When you copy the material below, keep every line exact and omit the pictures.

(RECORD EXTRACTS)
== Segment start ==

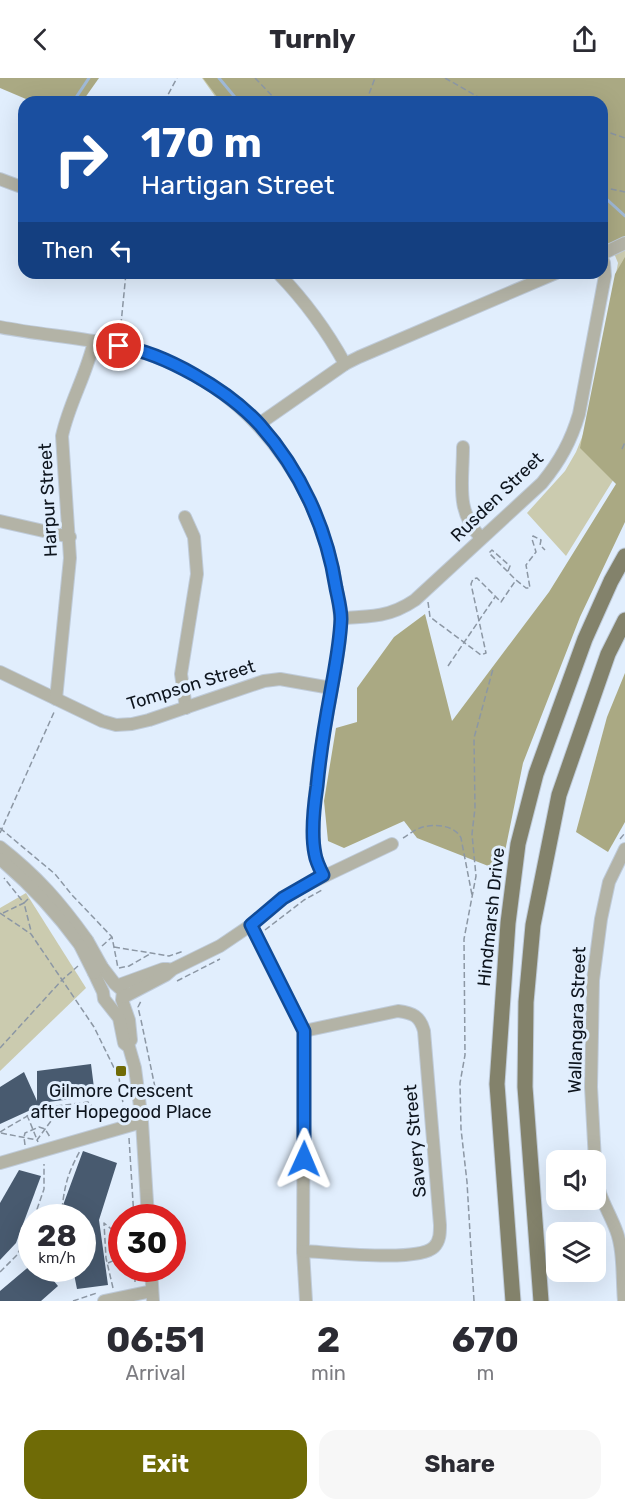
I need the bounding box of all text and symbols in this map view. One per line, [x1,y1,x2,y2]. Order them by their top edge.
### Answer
icon: back [24,23,57,56]
text: Turnly [269,23,356,55]
icon: share [568,23,601,56]
text: 170 m [141,118,262,168]
icon: right [42,120,120,198]
text: Hartigan Street [141,169,335,201]
icon: left [105,234,138,267]
text: Then [42,237,93,264]
pin [93,320,144,371]
icon: arrive [102,329,135,362]
street label: Harpur Street [34,442,62,558]
street label: Rusden Street [446,447,548,547]
street label: Tompson Street [124,655,258,715]
street label: Hindmarsh Drive [473,846,509,988]
street label: Wallangara Street [563,946,591,1094]
marker: Gilmore Crescent after Hopegood Place [114,1064,128,1078]
place label: Gilmore Crescent after Hopegood Place [30,1080,212,1123]
street label: Savery Street [399,1084,431,1198]
position arrow [272,1127,336,1191]
map controls [546,1150,606,1282]
button: sound [546,1150,606,1210]
speed limit sign: 30 [108,1204,186,1282]
text: 28 [37,1218,77,1254]
button: layers [546,1222,606,1282]
text: km/h [38,1249,76,1267]
text: 06:51 [106,1318,205,1361]
text: 2 [317,1318,340,1361]
text: 670 [452,1318,519,1361]
text: Arrival [126,1361,186,1385]
text: min [311,1361,346,1385]
text: m [477,1361,494,1385]
button: Exit [24,1430,307,1499]
button: Share [319,1430,601,1499]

== Segment end ==

(THE COMPLETED TASK)
I need the bounding box of all text and symbols in this map view. One per line, [x1,y1,x2,y2]. Order them by their top edge.
### Answer
icon: back [24,23,57,56]
text: Turnly [269,23,356,55]
icon: share [568,23,601,56]
text: 170 m [141,118,262,168]
icon: right [42,120,120,198]
text: Hartigan Street [141,169,335,201]
icon: left [105,234,138,267]
text: Then [42,237,93,264]
pin [93,320,144,371]
icon: arrive [102,329,135,362]
street label: Harpur Street [34,442,62,558]
street label: Rusden Street [446,447,548,547]
street label: Tompson Street [124,655,258,715]
street label: Hindmarsh Drive [473,846,509,988]
street label: Wallangara Street [563,946,591,1094]
marker: Gilmore Crescent after Hopegood Place [114,1064,128,1078]
place label: Gilmore Crescent after Hopegood Place [30,1080,212,1123]
street label: Savery Street [399,1084,431,1198]
position arrow [272,1127,336,1191]
map controls [546,1150,606,1282]
button: sound [546,1150,606,1210]
speed limit sign: 30 [108,1204,186,1282]
text: 28 [37,1218,77,1254]
button: layers [546,1222,606,1282]
text: km/h [38,1249,76,1267]
text: 06:51 [106,1318,205,1361]
text: 2 [317,1318,340,1361]
text: 670 [452,1318,519,1361]
text: Arrival [126,1361,186,1385]
text: min [311,1361,346,1385]
text: m [477,1361,494,1385]
button: Exit [24,1430,307,1499]
button: Share [319,1430,601,1499]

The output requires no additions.